Let us examine the case of Members of Parliament, who are elected by large number of voters and sit at the highest legislature of the country. MP candidates require to show CIB clearance of Bangladesh Bank for seeking nomination. If by omission, some one gets elected and later on it is revealed that he was a bank defaulter at the time of election, his election will be declared as void, If Members of Parliament require to be cleared by the Central Bank on some issues, then why a bank director feels embarssed for doing the some thing. It must be ensured that a bank director is not a bank defaulter. He is to be checked on some other ponits as prescribed by section 15 (6). 
(ii)           Tenure of Directors : Section 15 Ka ka of Bank Company Act restricts tenure of directors upto 2 terms of 3 years each i.e 6 years at a stretch. BAB proposes to withdraw such restrictiors for ‘Sponsor Directors’, claiming that such restriction ‘deprives them of their position and wealth’. Rationale of the restriction is that directors should rotate so that no vested interest group is formed in a financial institution. Restriction facilitates election of other share holders, who also contribute to paid-up capital. It is not clear, how their position and wealth is eroded, because their centribution to share capital remains unchanged.

Let us ponder overa basic question. Bank’s total working capital comes from two sources (i) owners’ (share holders) paid-up capital and (ii) customers deposits. Less than ten percent of working capital comes from paid-up capital, while more than ninety percent comes from customers’ deposits. Thus customers’ stake is overwhelmingly high, compared to owners’ stake. If any bank fails, owners suffer less than 10%  and customers suffer above 90%. To safeguard owners’ interst, directors sit in the Board of Directors,  which does not include any one to look after customers’ interest. That is why all countries of the world enacted law to empower central bank to safeguard customers’ interest. Law restricts tenure of directors so that interest group does not consolidate their strength.

For developing vested interest, there is no difference between sponsor director and other directors. Such differentiation may endanger safety of public  money. Hence BAB’s appeal is not rational in this regard.

Limitation of duration of bank directors tenure is not a local situation, it exists in other countries also. Neighbouring countries including India have legal restrictions on bank directors tenure.
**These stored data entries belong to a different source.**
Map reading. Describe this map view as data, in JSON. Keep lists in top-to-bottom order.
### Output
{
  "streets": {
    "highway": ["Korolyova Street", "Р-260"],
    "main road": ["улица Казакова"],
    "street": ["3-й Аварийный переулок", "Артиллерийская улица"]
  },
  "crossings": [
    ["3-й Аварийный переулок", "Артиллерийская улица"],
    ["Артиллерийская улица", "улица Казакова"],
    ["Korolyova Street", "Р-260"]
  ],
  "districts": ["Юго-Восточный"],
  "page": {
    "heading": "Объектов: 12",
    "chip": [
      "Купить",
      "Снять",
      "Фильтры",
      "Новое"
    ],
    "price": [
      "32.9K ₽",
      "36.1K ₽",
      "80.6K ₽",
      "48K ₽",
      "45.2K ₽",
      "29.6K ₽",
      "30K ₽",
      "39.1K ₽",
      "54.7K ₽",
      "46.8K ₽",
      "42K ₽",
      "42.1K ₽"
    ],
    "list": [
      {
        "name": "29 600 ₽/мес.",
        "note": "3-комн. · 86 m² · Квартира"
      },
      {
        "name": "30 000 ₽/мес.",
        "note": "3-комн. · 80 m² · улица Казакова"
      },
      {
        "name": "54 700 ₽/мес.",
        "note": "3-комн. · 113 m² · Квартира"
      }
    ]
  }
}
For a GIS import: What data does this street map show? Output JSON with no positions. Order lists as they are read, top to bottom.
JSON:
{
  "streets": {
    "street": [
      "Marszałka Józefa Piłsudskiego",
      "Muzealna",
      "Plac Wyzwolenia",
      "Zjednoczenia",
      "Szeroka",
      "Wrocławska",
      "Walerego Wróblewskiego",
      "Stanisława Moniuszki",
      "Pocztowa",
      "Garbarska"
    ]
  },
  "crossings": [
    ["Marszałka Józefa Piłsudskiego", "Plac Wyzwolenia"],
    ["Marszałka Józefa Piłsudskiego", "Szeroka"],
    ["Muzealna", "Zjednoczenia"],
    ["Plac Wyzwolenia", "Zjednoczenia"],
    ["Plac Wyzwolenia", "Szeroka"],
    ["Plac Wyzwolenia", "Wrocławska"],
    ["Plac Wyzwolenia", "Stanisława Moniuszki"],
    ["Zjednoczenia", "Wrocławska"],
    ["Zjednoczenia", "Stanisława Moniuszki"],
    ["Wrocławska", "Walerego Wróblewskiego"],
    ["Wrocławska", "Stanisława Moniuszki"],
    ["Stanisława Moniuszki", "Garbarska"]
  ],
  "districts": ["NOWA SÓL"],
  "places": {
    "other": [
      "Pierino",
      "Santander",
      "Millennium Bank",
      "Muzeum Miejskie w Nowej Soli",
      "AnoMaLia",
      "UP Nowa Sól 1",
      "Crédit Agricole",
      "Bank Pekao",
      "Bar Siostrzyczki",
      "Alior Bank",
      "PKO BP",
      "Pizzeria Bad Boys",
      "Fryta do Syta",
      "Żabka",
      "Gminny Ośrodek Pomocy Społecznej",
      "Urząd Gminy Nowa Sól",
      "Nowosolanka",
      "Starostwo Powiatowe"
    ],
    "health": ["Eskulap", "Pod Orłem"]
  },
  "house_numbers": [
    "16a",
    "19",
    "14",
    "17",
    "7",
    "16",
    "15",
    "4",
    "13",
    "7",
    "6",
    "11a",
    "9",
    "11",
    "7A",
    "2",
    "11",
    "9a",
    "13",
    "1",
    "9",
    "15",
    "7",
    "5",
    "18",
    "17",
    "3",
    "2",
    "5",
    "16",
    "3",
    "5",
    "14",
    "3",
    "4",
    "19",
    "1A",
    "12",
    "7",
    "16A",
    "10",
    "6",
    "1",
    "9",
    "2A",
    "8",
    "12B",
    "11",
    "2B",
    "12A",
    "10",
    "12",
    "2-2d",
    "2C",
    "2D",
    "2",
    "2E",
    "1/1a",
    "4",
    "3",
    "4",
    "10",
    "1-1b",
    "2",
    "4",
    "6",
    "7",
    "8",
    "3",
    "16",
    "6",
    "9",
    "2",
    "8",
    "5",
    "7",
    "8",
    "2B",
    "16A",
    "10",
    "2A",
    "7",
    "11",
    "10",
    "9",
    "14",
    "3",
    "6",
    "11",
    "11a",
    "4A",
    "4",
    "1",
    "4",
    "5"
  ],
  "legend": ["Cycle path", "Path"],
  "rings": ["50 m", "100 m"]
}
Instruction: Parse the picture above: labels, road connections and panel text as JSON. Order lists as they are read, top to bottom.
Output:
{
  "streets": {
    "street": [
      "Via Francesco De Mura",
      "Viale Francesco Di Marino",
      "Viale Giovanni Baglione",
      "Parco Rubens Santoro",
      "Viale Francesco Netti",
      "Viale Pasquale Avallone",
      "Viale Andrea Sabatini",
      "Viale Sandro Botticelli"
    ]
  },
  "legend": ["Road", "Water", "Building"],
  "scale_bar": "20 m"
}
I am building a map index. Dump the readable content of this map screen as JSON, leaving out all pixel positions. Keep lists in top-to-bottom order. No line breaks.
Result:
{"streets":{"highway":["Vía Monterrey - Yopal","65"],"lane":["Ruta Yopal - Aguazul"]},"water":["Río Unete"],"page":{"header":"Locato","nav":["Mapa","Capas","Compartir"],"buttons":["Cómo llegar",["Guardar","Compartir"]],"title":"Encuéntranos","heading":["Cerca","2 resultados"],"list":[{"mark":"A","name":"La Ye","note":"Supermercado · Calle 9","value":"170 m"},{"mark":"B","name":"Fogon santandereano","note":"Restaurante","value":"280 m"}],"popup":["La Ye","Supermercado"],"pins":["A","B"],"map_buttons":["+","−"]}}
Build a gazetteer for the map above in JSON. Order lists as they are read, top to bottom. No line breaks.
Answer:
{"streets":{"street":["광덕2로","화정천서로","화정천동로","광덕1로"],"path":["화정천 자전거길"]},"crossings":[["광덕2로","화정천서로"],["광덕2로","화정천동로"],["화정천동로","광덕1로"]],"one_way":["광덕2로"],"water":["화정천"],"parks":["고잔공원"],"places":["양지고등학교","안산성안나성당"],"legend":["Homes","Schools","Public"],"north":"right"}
(iii)        Family definition : Section-14 ka (explanation) of BC Act defines family members as husband, wife, father, mother, son, daughter and persons dependent on him (director). BAB recommends that such family member who are matured by age and who are income tax payces shoud not be considered as dependant person. Rationale of this law is to restrict concentration of share among near relations, who may form interest group. Dispersal is a possible way of discouraging formation of interest group. From this perspective, prescribed deifinition is workable. Proposed exclusion of economically independant relation from the definition  of ‘family’ may jeopardise the interest of customers and the bank, because of concentration of share among near relations.


Bangladesh Bank Circulars/ directives:


(i) Provision for unclassified loans : Banks pay tax on  provisions which are not allowable deductions under Income Tax Act. Bangladesh Bank directives to make provisions against classified as well as unclassified loans are aimed at minimizing financial risks and strengthening the banks so as to ensure safety of customers deposits. This is universal practice and need not be interfered with. However, BAB may take up the issue with Board of Revenue to declare provisions against unclassified loans as allowable deductions.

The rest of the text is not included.